What needs to be done »
Copy each line of the records that contains the word "buttons".

Segment Start: Supplied information

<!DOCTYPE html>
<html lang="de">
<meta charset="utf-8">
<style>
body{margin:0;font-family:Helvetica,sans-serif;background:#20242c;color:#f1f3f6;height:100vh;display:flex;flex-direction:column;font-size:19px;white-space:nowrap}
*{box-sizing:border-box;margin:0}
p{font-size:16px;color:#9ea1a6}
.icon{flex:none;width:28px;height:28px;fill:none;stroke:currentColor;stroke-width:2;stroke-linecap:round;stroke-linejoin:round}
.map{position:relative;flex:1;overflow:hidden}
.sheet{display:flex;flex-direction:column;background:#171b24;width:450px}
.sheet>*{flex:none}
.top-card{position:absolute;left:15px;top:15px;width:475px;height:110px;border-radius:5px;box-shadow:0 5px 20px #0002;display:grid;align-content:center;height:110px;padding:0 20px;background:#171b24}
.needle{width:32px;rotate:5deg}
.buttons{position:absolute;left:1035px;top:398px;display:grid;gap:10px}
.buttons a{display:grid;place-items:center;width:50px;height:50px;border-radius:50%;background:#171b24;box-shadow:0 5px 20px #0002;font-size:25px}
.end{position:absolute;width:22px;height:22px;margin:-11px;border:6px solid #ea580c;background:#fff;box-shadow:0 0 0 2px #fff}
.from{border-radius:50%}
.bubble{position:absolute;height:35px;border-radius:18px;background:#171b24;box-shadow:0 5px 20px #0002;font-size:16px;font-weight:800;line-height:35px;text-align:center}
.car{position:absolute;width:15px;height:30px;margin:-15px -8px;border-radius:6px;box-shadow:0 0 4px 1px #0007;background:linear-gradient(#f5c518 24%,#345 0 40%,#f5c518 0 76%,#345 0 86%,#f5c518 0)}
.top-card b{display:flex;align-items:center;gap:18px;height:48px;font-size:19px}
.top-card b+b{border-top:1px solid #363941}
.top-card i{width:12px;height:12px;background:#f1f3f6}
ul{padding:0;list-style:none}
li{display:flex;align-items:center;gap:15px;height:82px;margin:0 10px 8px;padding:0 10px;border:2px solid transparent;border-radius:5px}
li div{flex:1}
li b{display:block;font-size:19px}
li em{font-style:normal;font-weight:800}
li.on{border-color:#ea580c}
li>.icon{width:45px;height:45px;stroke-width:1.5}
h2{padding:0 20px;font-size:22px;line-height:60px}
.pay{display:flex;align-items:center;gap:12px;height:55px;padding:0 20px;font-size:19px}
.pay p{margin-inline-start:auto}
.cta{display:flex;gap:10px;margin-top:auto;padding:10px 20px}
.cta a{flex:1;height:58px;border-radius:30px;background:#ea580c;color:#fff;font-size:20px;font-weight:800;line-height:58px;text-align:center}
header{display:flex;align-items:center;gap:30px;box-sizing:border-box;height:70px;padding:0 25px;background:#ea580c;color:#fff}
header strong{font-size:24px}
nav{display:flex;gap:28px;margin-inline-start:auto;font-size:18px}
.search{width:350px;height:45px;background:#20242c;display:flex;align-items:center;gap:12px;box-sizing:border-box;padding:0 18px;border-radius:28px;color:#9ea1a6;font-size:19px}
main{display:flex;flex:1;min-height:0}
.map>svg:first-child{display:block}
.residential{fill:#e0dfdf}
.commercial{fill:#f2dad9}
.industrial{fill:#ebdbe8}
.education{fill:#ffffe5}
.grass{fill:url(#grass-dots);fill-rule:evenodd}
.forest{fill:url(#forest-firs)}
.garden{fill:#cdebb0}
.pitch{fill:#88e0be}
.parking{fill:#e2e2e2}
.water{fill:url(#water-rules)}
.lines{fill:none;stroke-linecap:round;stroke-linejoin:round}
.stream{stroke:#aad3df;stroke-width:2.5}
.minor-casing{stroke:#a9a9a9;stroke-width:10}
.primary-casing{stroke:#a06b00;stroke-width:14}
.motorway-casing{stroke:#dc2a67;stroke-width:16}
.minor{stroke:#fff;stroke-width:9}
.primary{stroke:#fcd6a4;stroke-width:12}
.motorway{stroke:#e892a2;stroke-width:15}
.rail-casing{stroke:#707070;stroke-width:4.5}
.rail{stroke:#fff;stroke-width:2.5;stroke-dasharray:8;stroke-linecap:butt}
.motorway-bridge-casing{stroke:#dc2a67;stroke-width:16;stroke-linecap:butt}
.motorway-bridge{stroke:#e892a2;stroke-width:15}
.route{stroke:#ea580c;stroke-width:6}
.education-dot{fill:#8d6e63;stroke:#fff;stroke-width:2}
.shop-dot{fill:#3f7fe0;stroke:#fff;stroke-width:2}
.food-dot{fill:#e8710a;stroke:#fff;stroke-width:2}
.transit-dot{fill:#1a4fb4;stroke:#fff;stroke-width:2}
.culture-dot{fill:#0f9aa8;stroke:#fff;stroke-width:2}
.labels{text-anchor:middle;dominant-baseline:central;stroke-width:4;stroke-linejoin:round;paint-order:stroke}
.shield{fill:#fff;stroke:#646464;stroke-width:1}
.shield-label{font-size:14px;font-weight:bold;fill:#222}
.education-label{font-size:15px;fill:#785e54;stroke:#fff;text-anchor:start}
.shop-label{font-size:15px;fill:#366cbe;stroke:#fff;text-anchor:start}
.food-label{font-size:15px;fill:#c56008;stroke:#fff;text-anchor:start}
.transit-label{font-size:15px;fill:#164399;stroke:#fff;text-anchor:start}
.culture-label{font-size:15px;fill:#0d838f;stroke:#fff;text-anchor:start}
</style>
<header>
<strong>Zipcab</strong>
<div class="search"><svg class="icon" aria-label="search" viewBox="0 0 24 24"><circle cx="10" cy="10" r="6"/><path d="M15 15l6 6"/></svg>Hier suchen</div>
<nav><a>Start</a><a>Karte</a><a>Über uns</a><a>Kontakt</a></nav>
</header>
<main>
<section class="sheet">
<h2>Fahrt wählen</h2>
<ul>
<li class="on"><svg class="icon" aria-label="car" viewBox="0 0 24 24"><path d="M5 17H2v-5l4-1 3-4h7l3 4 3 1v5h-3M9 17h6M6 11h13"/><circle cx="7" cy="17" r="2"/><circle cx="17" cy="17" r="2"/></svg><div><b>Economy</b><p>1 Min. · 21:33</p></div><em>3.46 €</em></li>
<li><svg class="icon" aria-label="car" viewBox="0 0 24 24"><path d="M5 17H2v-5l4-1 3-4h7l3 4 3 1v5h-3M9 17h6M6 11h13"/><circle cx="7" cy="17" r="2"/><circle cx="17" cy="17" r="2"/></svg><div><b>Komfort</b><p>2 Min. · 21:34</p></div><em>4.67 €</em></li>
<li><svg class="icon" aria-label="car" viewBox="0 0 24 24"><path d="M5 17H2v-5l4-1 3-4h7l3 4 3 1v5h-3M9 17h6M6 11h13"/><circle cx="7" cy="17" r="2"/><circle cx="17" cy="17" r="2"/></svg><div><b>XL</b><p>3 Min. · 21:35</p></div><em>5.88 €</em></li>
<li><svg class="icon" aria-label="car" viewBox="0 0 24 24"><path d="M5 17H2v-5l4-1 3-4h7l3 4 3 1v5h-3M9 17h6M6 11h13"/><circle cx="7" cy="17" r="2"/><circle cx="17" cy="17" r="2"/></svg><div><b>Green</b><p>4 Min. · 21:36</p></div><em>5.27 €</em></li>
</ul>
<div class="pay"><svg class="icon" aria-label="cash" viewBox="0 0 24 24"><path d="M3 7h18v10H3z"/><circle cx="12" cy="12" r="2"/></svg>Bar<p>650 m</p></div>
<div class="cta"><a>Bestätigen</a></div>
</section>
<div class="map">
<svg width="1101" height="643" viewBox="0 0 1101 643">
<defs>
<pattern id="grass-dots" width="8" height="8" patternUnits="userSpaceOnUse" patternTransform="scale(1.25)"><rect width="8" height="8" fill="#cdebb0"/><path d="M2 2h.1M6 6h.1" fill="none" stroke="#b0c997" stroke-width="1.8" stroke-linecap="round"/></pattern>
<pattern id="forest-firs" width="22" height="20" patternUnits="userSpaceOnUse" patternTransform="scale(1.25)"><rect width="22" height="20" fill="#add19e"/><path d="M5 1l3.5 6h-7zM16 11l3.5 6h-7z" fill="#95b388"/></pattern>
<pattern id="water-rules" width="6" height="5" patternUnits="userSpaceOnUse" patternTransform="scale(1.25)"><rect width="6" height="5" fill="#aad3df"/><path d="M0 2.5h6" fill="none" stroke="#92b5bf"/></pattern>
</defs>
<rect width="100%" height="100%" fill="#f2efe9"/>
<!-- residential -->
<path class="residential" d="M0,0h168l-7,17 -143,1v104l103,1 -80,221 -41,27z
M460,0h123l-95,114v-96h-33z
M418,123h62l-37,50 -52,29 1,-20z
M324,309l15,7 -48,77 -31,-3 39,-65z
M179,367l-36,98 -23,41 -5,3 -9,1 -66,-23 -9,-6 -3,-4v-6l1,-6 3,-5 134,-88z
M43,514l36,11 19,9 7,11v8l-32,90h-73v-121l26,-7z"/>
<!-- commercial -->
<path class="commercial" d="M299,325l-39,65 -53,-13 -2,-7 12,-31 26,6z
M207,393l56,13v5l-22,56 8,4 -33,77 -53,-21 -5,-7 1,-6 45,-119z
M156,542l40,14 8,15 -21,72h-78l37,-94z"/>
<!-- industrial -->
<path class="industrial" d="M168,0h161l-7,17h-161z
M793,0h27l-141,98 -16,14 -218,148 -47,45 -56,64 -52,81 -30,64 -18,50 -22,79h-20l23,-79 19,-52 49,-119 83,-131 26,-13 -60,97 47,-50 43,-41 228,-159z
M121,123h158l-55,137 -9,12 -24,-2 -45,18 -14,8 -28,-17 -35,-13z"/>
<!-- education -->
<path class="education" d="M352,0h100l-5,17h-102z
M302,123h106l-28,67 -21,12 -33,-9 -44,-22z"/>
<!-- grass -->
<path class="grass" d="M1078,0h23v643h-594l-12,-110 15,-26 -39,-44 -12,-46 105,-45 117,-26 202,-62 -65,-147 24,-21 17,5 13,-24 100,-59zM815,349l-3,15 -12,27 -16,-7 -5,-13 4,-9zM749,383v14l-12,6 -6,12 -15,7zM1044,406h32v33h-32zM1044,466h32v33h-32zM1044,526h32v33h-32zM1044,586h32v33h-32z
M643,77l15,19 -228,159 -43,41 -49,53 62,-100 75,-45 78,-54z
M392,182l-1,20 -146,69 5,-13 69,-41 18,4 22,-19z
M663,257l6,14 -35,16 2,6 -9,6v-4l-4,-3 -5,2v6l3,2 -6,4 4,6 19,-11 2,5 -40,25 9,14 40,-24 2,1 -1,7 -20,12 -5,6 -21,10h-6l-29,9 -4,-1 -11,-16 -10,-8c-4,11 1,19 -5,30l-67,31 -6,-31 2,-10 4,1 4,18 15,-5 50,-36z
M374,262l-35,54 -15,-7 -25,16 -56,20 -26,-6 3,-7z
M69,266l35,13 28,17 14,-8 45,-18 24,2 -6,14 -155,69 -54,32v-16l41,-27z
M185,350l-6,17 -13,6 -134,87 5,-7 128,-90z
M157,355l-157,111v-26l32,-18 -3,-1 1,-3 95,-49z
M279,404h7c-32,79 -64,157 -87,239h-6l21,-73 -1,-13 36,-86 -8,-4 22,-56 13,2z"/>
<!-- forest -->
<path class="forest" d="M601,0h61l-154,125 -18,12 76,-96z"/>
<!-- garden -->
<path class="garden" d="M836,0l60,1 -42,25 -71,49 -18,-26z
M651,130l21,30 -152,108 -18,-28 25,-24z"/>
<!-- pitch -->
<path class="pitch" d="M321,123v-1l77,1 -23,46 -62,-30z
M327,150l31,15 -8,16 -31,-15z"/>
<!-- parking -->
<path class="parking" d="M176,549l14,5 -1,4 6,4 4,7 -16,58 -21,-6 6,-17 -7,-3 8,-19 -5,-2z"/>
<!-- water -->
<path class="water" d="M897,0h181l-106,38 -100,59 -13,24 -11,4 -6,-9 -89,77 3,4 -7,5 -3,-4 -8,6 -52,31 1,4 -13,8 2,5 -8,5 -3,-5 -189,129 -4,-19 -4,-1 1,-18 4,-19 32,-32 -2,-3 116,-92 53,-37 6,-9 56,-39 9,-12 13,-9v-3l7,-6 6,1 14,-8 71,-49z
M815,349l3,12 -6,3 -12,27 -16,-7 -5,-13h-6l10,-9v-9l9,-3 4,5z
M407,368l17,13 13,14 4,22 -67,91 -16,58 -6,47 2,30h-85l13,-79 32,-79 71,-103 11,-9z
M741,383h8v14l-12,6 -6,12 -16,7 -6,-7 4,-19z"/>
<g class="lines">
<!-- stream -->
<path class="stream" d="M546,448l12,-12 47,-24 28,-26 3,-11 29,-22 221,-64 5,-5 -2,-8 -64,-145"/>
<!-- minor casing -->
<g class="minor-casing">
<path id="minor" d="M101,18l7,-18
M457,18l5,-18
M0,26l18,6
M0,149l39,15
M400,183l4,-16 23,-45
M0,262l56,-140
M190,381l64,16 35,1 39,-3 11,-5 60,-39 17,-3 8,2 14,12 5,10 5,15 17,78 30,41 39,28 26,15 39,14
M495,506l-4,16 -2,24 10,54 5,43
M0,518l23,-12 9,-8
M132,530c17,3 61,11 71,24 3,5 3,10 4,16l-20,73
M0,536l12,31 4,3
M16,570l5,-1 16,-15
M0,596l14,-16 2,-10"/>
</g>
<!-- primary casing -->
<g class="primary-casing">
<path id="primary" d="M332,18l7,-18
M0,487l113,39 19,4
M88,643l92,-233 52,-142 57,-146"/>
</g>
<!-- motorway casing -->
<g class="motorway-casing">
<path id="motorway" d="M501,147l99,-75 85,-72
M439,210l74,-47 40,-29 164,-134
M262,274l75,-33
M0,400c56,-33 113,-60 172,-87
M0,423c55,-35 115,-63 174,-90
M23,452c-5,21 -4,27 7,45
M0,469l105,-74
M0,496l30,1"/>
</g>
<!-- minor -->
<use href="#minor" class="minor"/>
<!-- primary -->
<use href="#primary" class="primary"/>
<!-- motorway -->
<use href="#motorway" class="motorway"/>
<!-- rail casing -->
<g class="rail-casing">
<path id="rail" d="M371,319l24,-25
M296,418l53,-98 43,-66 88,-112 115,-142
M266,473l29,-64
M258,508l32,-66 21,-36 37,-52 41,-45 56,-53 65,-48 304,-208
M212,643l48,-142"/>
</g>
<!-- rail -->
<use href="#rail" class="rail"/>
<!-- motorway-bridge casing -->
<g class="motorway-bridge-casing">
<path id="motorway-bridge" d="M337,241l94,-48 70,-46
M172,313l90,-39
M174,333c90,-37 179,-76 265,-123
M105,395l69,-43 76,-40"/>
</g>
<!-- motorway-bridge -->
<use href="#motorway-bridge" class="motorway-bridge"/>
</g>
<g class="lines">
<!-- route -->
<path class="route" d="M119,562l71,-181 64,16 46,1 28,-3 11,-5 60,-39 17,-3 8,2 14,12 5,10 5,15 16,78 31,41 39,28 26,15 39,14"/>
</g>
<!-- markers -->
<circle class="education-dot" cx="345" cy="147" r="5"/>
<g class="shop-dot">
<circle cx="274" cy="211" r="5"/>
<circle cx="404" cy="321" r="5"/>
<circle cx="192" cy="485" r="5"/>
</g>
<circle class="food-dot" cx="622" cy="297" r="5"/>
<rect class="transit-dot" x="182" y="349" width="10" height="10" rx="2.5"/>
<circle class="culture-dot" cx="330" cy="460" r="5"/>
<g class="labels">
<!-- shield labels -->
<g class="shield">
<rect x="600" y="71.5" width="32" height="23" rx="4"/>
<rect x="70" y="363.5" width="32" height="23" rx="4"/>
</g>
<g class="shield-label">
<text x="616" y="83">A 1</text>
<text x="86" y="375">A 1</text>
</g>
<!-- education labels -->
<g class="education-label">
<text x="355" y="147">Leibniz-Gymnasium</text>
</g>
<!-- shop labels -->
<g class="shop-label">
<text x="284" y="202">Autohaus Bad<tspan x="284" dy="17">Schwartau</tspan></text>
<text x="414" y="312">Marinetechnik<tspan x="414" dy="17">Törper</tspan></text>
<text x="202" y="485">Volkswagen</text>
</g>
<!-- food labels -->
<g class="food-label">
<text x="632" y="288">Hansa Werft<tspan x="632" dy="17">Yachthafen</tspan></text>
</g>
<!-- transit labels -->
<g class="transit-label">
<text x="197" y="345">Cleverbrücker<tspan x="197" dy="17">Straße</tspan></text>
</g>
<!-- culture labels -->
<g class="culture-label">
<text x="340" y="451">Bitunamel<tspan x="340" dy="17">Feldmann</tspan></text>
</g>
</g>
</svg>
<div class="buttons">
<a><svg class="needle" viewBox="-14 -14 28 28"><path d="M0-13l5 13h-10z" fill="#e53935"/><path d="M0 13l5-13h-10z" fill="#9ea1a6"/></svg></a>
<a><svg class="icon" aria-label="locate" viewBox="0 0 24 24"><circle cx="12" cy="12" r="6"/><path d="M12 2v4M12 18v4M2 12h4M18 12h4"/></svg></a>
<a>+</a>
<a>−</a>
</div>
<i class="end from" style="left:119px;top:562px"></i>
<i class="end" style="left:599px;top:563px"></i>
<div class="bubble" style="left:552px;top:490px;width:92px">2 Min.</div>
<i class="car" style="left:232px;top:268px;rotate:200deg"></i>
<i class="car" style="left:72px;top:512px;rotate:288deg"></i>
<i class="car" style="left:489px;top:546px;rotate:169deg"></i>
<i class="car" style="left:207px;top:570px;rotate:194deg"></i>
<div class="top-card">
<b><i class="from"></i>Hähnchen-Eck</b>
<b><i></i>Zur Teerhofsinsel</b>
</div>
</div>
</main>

Segment End: Supplied information

Solution for this task »
.buttons{position:absolute;left:1035px;top:398px;display:grid;gap:10px}
.buttons a{display:grid;place-items:center;width:50px;height:50px;border-radius:50%;background:#171b24;box-shadow:0 5px 20px #0002;font-size:25px}
<div class="buttons">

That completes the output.